I would like to talk about the section on beef but as the film points out, in Colorado it is a felony if you are convicted of criticizing beef products under the current "veggie libel laws." Since I don't want to go to jail for bitching about beef (I did work in the meat cutting industry for a time and I also contracted a strain of e. coli as a result) and I'm not Oprah, I'll just leave it to the film. As this is a documentary I hope you'll pardon me concerning myself more with its presentation of "facts" than with its film making prowess. In a great documentary I believe the message should outweigh the delivery, a point that must have been lost on the Oscar voters.

There are an amazing number of disturbing topics in this film that will have you reviewing your eating lifestyle and carefully considering all the changes you can make in your life. I am usually hesitant to claim a film is a must see as we all have our own personal tastes in art. That doesn't apply here. Unless you are an android (I'm looking at you Graham), we're all eating the same food and the messages here are important to all of us. We have made great strides in feeding the world, but some of our decisions are putting that ability in serious question. I would love to provide more examples here and we could easily spend hours and days of posts on this topic so I urge anyone who's read this far to see this film.

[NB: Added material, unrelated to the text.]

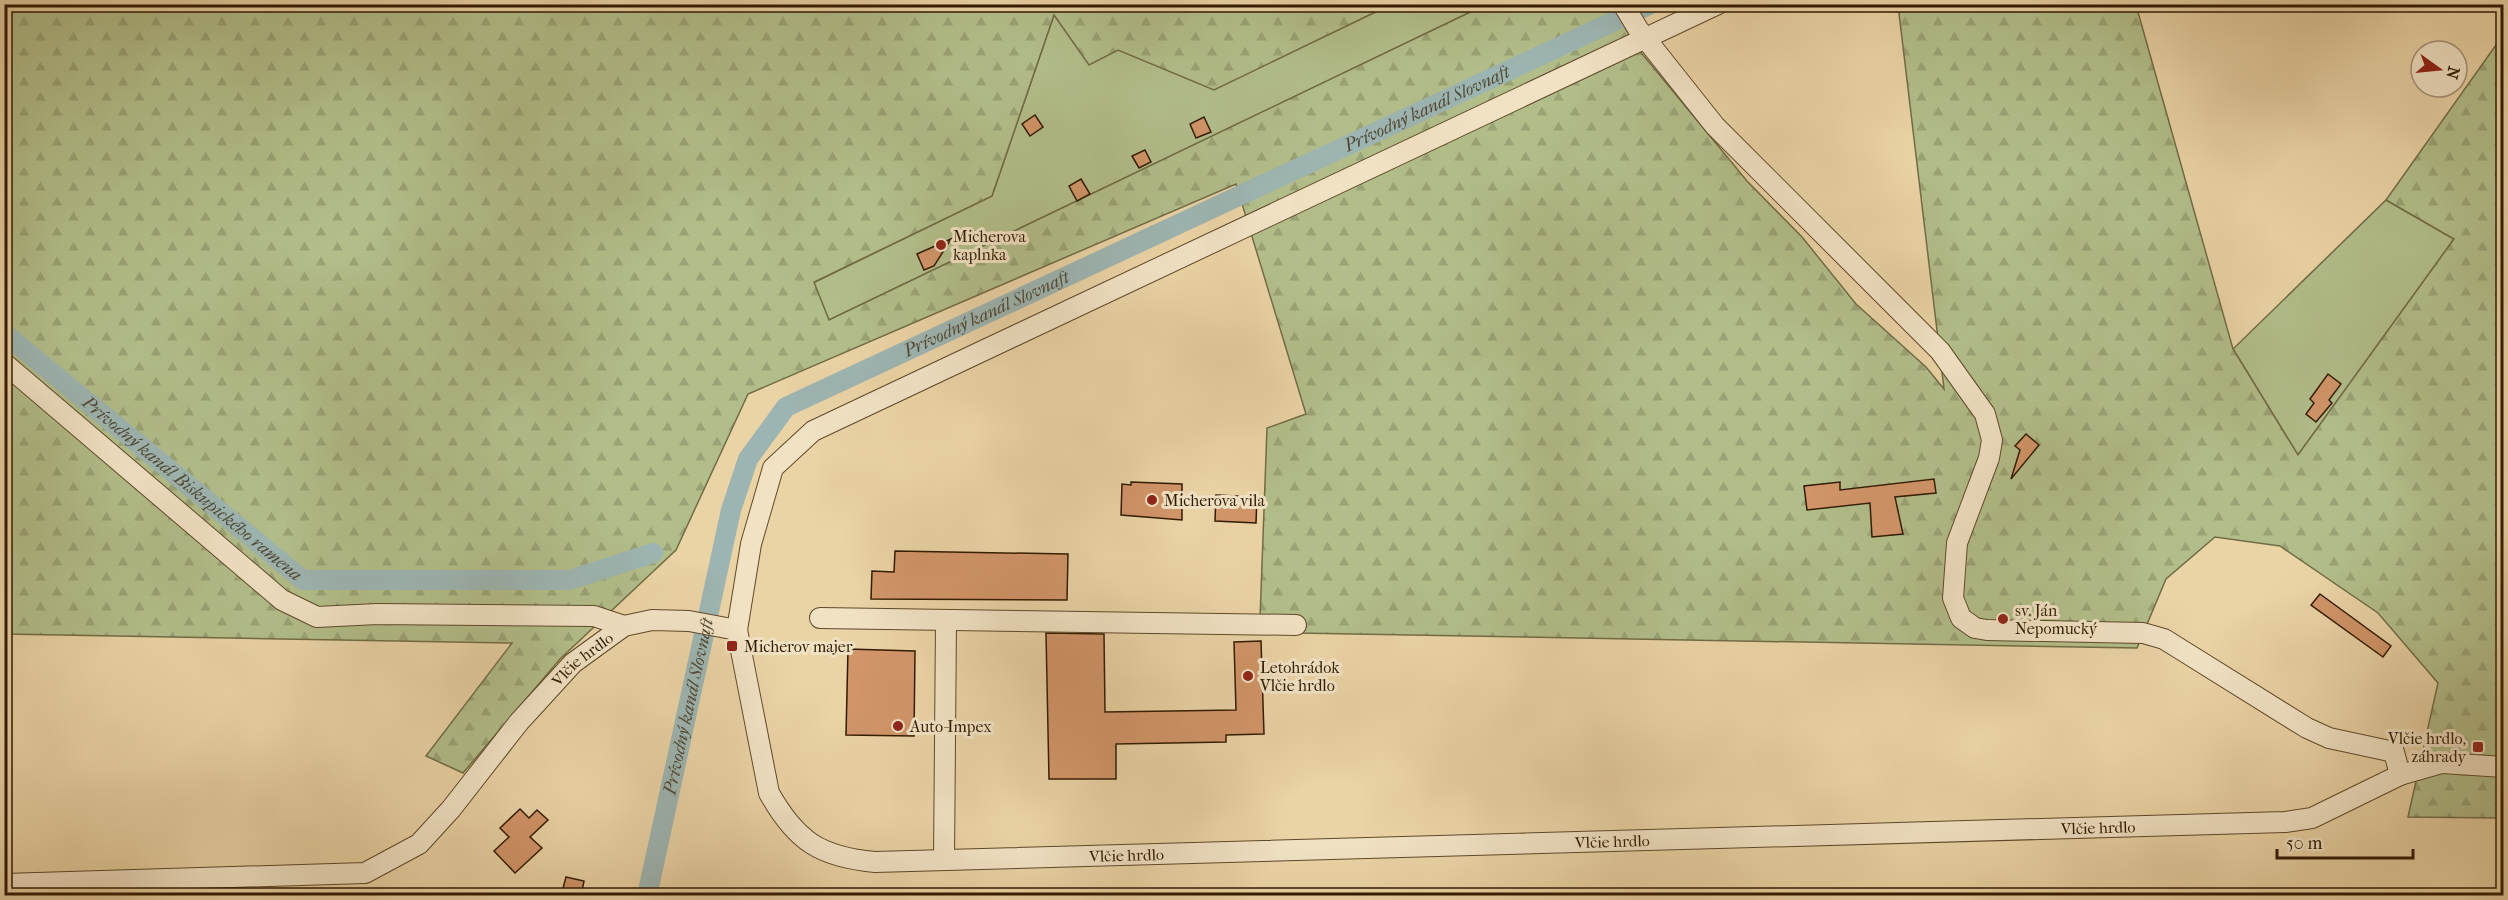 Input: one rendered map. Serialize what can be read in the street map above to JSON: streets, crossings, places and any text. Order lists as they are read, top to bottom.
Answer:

I can't resist giving you one last example before you go. Have you ever heard of Monsanto? I assure you that if the anti-christ returns to this world he will be the CEO of this company. Google this company and you'll see what I mean, these are some scary bastards. It's almost bizarre that their headquartered in Creve Coeur, which in French translates to Heartbreak Ridge. They also happen to be the first company to patent life. That's correct. In the 80's they got a patent on a genetically engineered soybean seed, a practice that had previously been undertaken by agricultural colleges and considered public domain. In 1996 only 2% of soybeans were their seeds, in 2008 it was 90%.

From 1976 to 1979 Supreme Court justice Clarence Thomas was an attorney for Monsanto. In 1991 he wrote the majority opinion on a case that allowed companies like Monsanto to prevent farmers from saving seeds to plant the following year. Read that again. This has been the practice of humans for thousands of years now, plant seeds, see what crops grow well, save those seeds and plant them the following year. But now we have a government that's in bed with the very companies it's regulating, helping them to create a monopoly of seeds. Sleep well kiddies and try not to think about what Monsanto is up to next.

1 comment:

  1. When watching the Oscars I thought this movie (even though I hadn't seen it)would get the Oscar just because of the content!!!! After reading your blog I really want to see this movie.......yet I am sure it will make me angry. I remember having a conversation some 25 years ago with my uncle who was a meat inspector and even then he said he could hardly eat a steak or hamburger because of the"new"contents(and he was raised on a beef farm). My biggest concern, the connection between the food our children eat and all the new diseases they have???????